Segment Start: Data section

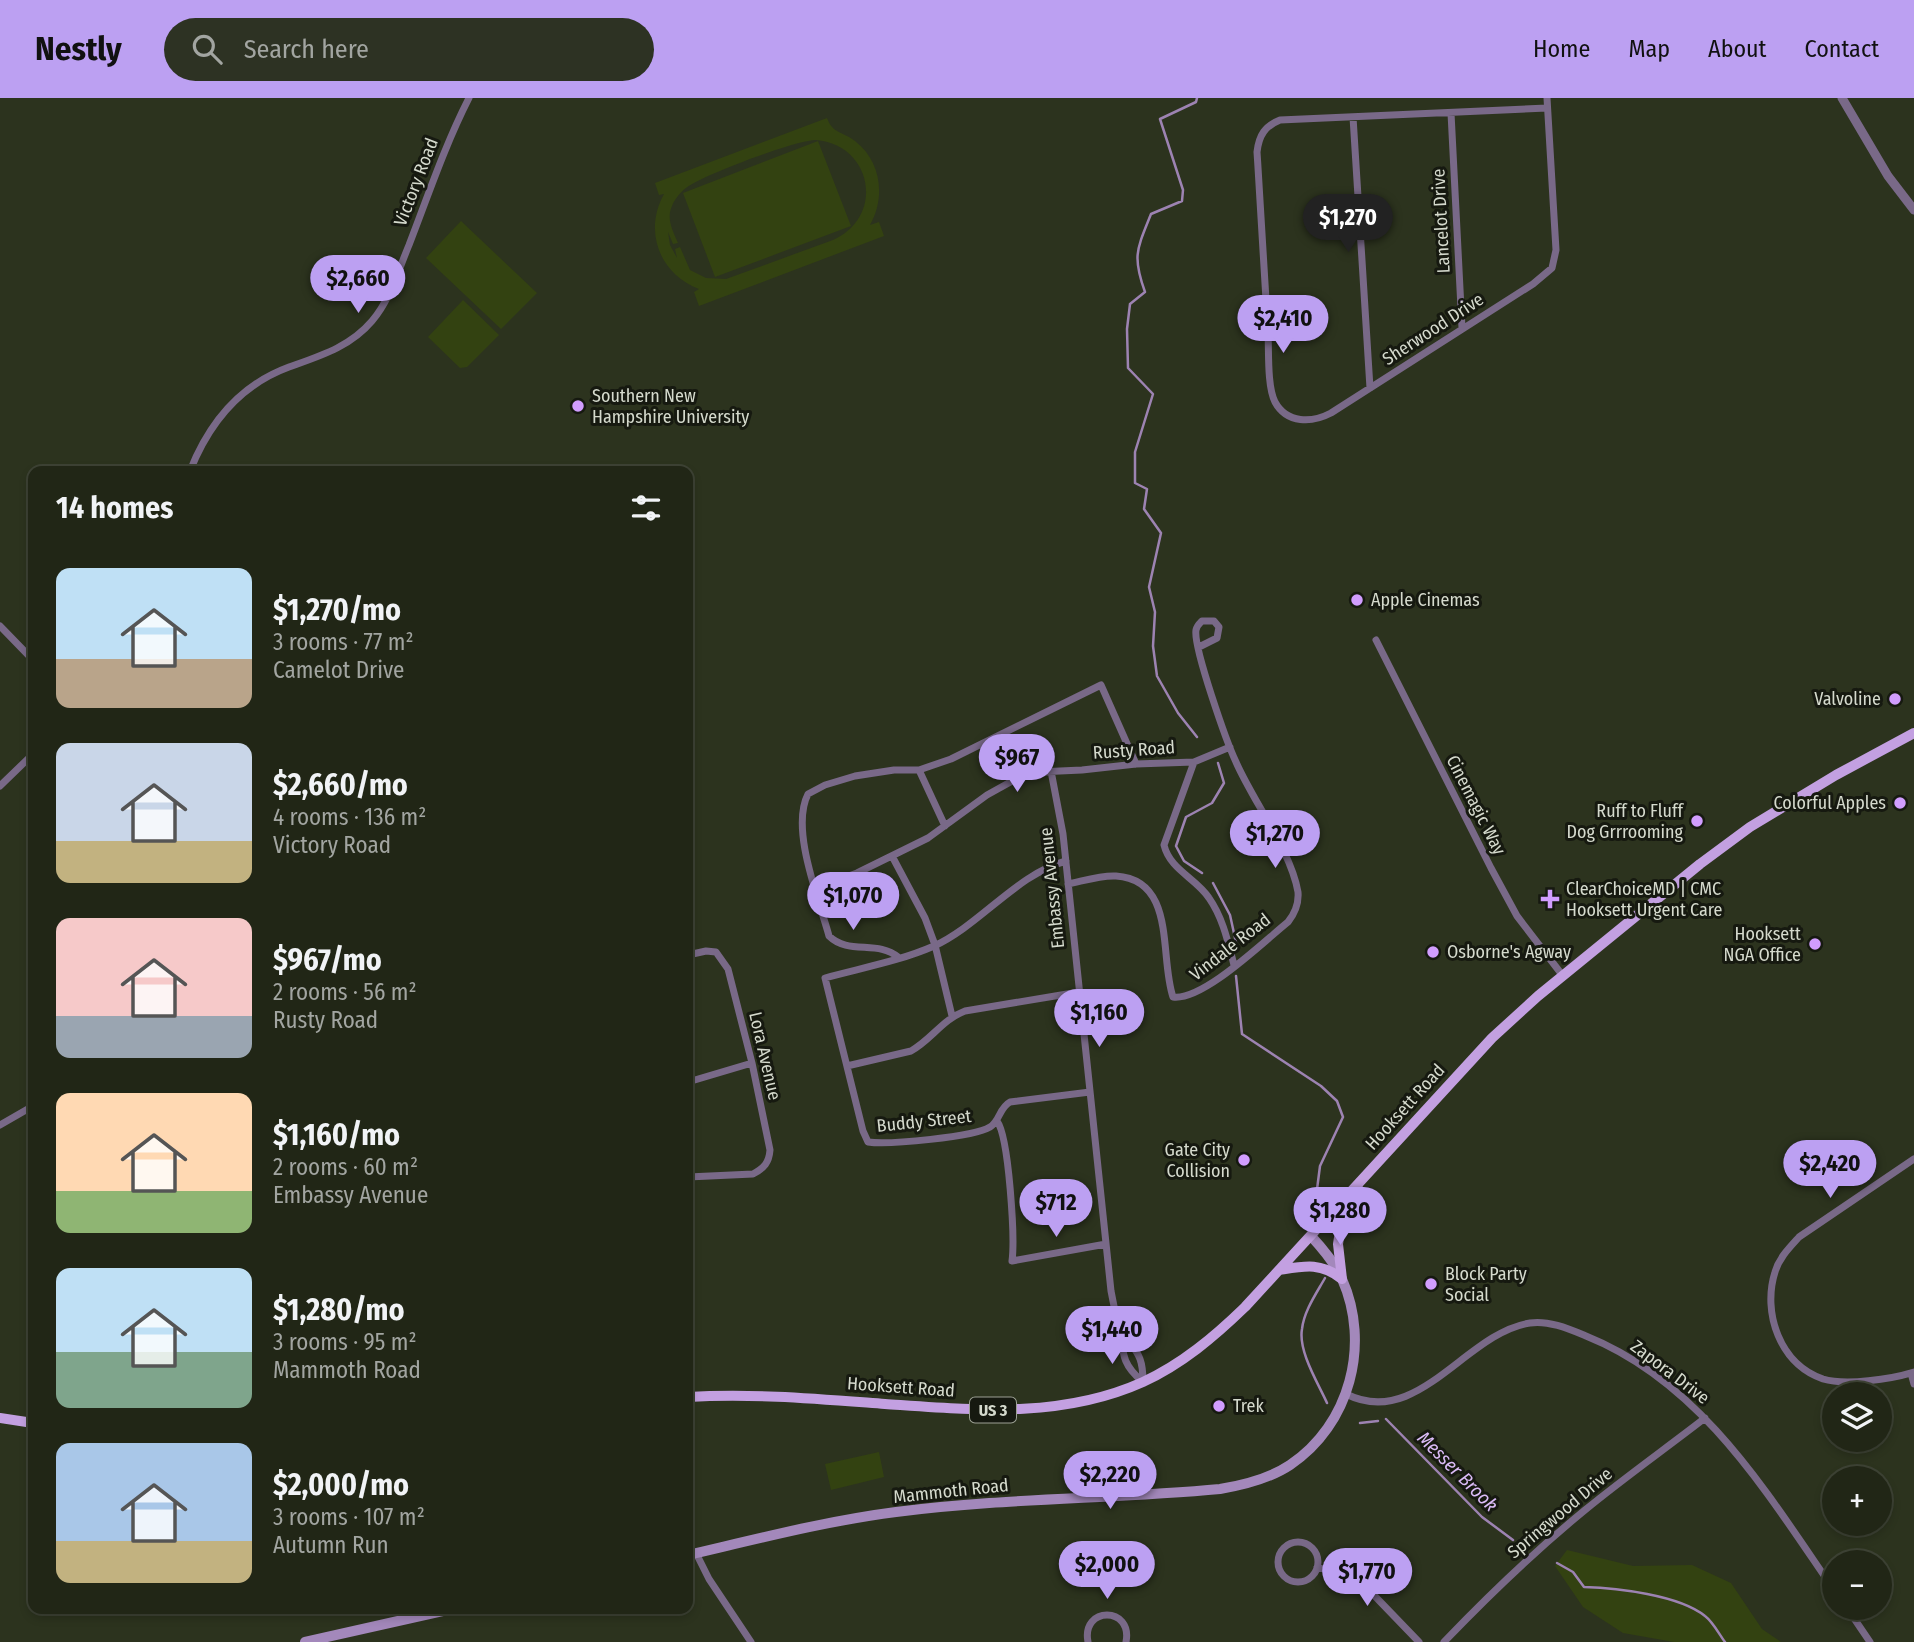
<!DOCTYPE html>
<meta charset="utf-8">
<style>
:root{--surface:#212616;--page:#2d3223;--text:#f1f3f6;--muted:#a2a5a1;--line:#3e4335;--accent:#bca0f2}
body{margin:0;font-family:"Fira Sans Condensed",sans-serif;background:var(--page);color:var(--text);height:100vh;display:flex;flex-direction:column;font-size:26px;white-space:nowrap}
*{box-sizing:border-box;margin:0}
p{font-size:23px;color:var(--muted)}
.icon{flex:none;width:38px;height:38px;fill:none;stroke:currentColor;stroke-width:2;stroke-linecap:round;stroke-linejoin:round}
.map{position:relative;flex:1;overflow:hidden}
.panel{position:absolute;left:28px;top:368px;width:665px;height:1148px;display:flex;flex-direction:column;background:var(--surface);border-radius:14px;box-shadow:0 4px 10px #0003,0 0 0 2px var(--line)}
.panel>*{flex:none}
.controls{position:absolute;left:1822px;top:1284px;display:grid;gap:14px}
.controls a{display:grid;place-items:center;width:70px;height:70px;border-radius:50%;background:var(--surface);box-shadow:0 4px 10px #0003,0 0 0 2px var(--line);font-size:35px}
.price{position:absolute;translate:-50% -60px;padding:0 16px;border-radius:24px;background:var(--accent);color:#111;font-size:23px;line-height:46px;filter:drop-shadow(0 2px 4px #0008)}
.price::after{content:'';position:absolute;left:50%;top:42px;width:21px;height:16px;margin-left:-10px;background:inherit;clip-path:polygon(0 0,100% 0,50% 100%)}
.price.current{background:#222;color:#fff}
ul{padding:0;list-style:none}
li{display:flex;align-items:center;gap:21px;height:175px;padding:0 28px}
li span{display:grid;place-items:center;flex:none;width:196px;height:140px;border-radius:14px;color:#555}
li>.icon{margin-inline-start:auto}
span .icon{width:84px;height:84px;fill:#fffc;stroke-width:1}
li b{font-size:30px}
h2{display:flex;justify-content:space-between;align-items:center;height:84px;padding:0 28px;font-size:30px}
header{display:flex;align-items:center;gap:42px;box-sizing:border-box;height:98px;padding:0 35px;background:var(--accent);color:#111}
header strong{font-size:33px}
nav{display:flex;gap:38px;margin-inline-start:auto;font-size:24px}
.search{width:490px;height:63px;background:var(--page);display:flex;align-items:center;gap:18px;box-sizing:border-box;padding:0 24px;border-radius:38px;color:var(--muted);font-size:26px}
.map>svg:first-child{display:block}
</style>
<header>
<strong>Nestly</strong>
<div class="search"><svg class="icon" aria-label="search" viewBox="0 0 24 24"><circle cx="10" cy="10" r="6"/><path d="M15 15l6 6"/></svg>Search here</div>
<nav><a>Home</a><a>Map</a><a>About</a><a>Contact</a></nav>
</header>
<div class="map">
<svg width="1914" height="1544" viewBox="0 0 1914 1544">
<rect width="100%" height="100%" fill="#2c331e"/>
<path fill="#334211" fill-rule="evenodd" d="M827 20C833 36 842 33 855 43 881 63 886 99 870 127L879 124 884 138 699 208 694 194 699 191C660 176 643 134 664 96L659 97 655 85ZM816 42C873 47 885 119 833 142L726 181 706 180 690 172 680 149 675 151 677 160 670 147 668 134 673 146 678 145C673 133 666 121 672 108 676 98 684 90 694 85 713 74 796 42 816 42Z
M818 43 851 128 715 179 683 95Z
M461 123 537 195 501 231 426 160Z
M463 202 499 237 467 269 460 270 428 239Z
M879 1354 884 1379 831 1392 825 1366Z
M1567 1452 1633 1468 1692 1467 1731 1485 1762 1531 1781 1544H1674L1623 1535 1583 1509 1555 1468Z"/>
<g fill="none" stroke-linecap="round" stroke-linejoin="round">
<path stroke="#9d83b2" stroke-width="2.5" d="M1197 0 1196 4 1160 21 1183 92 1182 103 1151 116C1137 151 1132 158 1145 194L1130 206 1127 231 1128 270 1153 296 1135 354V385L1147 391 1144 411 1161 435 1149 489 1155 514 1153 548 1157 578 1178 615 1197 639
M1202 775 1184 763 1176 748 1186 719 1212 705 1224 685 1218 665
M1213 785 1230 817 1237 849
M1236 878 1242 936 1321 988 1337 1003 1343 1019 1320 1068 1315 1107
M1325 1180C1316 1196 1304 1213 1302 1231 1298 1253 1318 1285 1327 1305
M1386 1321 1482 1419 1513 1442
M1360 1325 1378 1323
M1557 1465 1573 1474 1584 1489C1617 1490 1679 1497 1705 1518 1713 1524 1719 1536 1725 1544"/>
<path stroke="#796988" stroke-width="7" d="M1547 0 1556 152 1552 170 1533 186 1331 315C1312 325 1287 326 1275 304 1267 288 1269 253 1268 235 1264 174 1261 114 1257 54 1259 37 1265 28 1280 22L1547 10
M1451 15 1462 230
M1353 19 1370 290
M190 373C209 325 240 287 289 269 320 258 350 249 372 223 390 202 398 173 409 147 428 98 445 47 469 0
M0 528 33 562
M1376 542 1491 770 1517 818 1563 878
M1194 664 1164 747C1170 772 1196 780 1209 800 1223 820 1228 844 1234 867
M919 672 945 728
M1051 673 1063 736 1111 1193C1114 1207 1116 1225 1125 1237 1138 1256 1143 1259 1143 1284
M0 688 33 656
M892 758 925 820 935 847 952 918
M1066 763C1017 776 980 827 934 848 900 863 861 870 825 880L863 1033 868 1044C888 1047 974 1039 990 1029 1000 1023 999 1010 1010 1004L1090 994
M1068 786C1083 783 1101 777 1116 778 1177 782 1159 859 1173 899 1203 903 1263 844 1288 824 1295 815 1299 806 1298 794 1291 753 1253 703 1236 664 1227 645 1193 549 1196 532 1197 527 1199 526 1202 523H1214L1219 529 1217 540 1199 549
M815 790 857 775 928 740 987 697 1023 677 1038 674 1082 672 1136 666 1194 664 1230 649
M688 857 706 853 716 854 728 871 752 965 770 1052C769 1065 764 1070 753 1076L688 1079
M898 859C878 842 848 857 829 838 819 801 790 731 808 696L825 687 855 678 894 672H919L951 661 1101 587 1136 666
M847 968 911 953C931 942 943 921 965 913L1079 894
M688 984 752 965
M997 1023C1009 1039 1015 1140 1012 1163L1106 1146
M0 1027 33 1008
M1914 1061 1799 1139C1789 1150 1779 1160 1775 1174 1762 1215 1780 1266 1823 1281 1846 1288 1891 1281 1914 1274
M1124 1236C1120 1257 1126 1270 1143 1284
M1911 1275 1914 1286
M1346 1296C1418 1332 1465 1235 1530 1225 1548 1222 1569 1231 1586 1238 1701 1284 1767 1395 1834 1492
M1278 1464a20 20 0 1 1 40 0a20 20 0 1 1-40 0Z
M696 1455 709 1481 751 1544
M1317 1469 1349 1479 1367 1490 1419 1544
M1847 1510 1870 1544
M1088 1544C1081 1508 1133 1508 1126 1544
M1444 1544C1489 1497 1535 1453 1585 1412 1624 1380 1665 1351 1705 1320"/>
<path stroke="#796988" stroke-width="9" d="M1842 0 1888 78 1914 112"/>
<path stroke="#a388bb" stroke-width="10" d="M688 1457C757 1441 826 1423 896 1414 1003 1400 1112 1401 1220 1391 1244 1387 1269 1381 1290 1367 1350 1327 1371 1246 1342 1181 1335 1165 1323 1151 1311 1138
M305 1544 456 1510"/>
<path stroke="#c3a0e1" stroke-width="10" d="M1280 1172C1304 1168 1321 1164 1342 1181
M1342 1181 1338 1146 1340 1133 1358 1090
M688 1299C753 1295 819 1301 885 1306 972 1312 1061 1321 1143 1284 1182 1266 1214 1239 1245 1209L1492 940 1538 898 1700 766 1750 729 1836 677 1914 635
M0 1320 33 1325"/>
</g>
<g fill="#d19dfe" stroke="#161910" stroke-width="2.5">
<circle cx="578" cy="308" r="7"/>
<circle cx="1357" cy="502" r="7"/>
<circle cx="1895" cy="601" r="7"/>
<circle cx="1900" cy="705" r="7"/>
<circle cx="1697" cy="723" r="7"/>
<path d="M1546.5 790.5h7v7h7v7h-7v7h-7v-7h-7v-7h7z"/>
<circle cx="1815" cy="846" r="7"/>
<circle cx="1433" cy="854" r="7"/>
<circle cx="1244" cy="1062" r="7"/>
<circle cx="1431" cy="1186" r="7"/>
<circle cx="1219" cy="1308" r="7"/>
</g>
<g text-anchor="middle" stroke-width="6" stroke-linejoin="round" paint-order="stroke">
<rect fill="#161910" stroke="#9ca094" stroke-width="2" x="970" y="1299.5" width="46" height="25" rx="5"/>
<g font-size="16" font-weight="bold" fill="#d5dacd">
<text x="993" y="1318">US 3</text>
</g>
<g font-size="18" fill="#d5dacd" stroke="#161910">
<text transform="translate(416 84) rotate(-69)" y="6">Victory Road</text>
<text transform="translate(1441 123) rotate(-93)" y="6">Lancelot Drive</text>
<text transform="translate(1433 231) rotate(-33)" y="6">Sherwood Drive</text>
<text transform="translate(1134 652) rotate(-4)" y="6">Rusty Road</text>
<text transform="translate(1476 707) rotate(63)" y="6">Cinemagic Way</text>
<text transform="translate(1052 790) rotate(-96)" y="6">Embassy Avenue</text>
<text transform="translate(1230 849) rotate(-38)" y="6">Vindale Road</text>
<text transform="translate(765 958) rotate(77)" y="6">Lora Avenue</text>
<text transform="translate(1405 1009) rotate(-48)" y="6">Hooksett Road</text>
<text transform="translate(924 1023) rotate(-6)" y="6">Buddy Street</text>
<text transform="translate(1670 1274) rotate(37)" y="6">Zapora Drive</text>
<text transform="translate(901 1289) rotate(4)" y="6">Hooksett Road</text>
<text transform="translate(951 1393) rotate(-6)" y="6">Mammoth Road</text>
<text transform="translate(1560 1415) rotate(-40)" y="6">Springwood Drive</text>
</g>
<g font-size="18" fill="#d5dacd" stroke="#161910" text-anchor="start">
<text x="592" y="304">Southern New<tspan x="592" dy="21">Hampshire University</tspan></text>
<text x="1371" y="508">Apple Cinemas</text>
<text x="1881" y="607" text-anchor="end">Valvoline</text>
<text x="1886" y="711" text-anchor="end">Colorful Apples</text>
<text x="1683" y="719" text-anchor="end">Ruff to Fluff<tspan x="1683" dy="21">Dog Grrrooming</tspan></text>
<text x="1566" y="797">ClearChoiceMD | CMC<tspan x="1566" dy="21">Hooksett Urgent Care</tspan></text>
<text x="1801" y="842" text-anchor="end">Hooksett<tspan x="1801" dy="21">NGA Office</tspan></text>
<text x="1447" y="860">Osborne's Agway</text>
<text x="1230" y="1058" text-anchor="end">Gate City<tspan x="1230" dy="21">Collision</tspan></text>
<text x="1445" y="1182">Block Party<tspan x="1445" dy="21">Social</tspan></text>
<text x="1233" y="1314">Trek</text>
</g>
<g font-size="19" font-style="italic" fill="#dabbf6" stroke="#161910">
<text transform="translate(1458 1373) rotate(45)" y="7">Messer Brook</text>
</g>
</g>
</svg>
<div class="controls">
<a><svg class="icon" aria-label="layers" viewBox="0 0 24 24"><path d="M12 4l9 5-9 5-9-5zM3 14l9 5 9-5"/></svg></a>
<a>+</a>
<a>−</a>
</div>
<b class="price current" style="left:1348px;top:156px">$1,270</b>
<b class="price" style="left:358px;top:217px">$2,660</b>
<b class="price" style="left:1283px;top:257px">$2,410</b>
<b class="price" style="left:1017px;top:696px">$967</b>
<b class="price" style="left:1275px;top:772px">$1,270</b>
<b class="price" style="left:853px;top:834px">$1,070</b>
<b class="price" style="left:1099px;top:951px">$1,160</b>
<b class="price" style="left:1830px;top:1102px">$2,420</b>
<b class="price" style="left:1056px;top:1141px">$712</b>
<b class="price" style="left:1340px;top:1149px">$1,280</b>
<b class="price" style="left:1112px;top:1268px">$1,440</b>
<b class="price" style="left:1110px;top:1413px">$2,220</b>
<b class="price" style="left:1107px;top:1503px">$2,000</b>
<b class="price" style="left:1367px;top:1510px">$1,770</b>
<section class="panel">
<h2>14 homes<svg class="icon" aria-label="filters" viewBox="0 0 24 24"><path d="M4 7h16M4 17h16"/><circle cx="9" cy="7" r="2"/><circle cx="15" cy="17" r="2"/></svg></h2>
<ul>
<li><span style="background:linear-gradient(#bfe0f5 65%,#b9a48a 0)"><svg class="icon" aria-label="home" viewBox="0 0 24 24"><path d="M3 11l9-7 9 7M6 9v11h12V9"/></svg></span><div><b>$1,270/mo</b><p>3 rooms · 77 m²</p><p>Camelot Drive</p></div></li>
<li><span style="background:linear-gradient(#c9d6e8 70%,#c2b280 0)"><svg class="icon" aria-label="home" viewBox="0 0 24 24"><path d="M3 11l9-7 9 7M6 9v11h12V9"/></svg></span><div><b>$2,660/mo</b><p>4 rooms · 136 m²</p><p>Victory Road</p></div></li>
<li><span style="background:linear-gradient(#f6c9c9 70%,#9aa5b1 0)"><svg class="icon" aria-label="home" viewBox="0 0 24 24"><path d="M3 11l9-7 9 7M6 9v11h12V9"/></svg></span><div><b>$967/mo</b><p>2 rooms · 56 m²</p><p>Rusty Road</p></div></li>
<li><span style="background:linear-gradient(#ffd9b3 70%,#8fb573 0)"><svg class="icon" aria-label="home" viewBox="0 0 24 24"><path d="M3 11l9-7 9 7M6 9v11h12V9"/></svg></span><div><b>$1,160/mo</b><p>2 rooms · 60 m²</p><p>Embassy Avenue</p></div></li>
<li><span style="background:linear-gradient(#bfe0f5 60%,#7fa58c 0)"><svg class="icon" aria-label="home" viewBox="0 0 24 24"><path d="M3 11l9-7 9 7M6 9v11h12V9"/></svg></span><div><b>$1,280/mo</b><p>3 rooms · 95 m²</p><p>Mammoth Road</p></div></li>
<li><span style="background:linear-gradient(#a9c7e8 70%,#c2b280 0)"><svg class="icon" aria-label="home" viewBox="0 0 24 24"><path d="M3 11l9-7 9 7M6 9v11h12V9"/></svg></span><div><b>$2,000/mo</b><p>3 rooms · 107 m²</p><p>Autumn Run</p></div></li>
</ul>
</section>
</div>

Segment End: Data section

Exercise directions
Where a line of the listing includes the word "controls", add it to the tally, and give the final number and nothing more.

Result of this exercise
3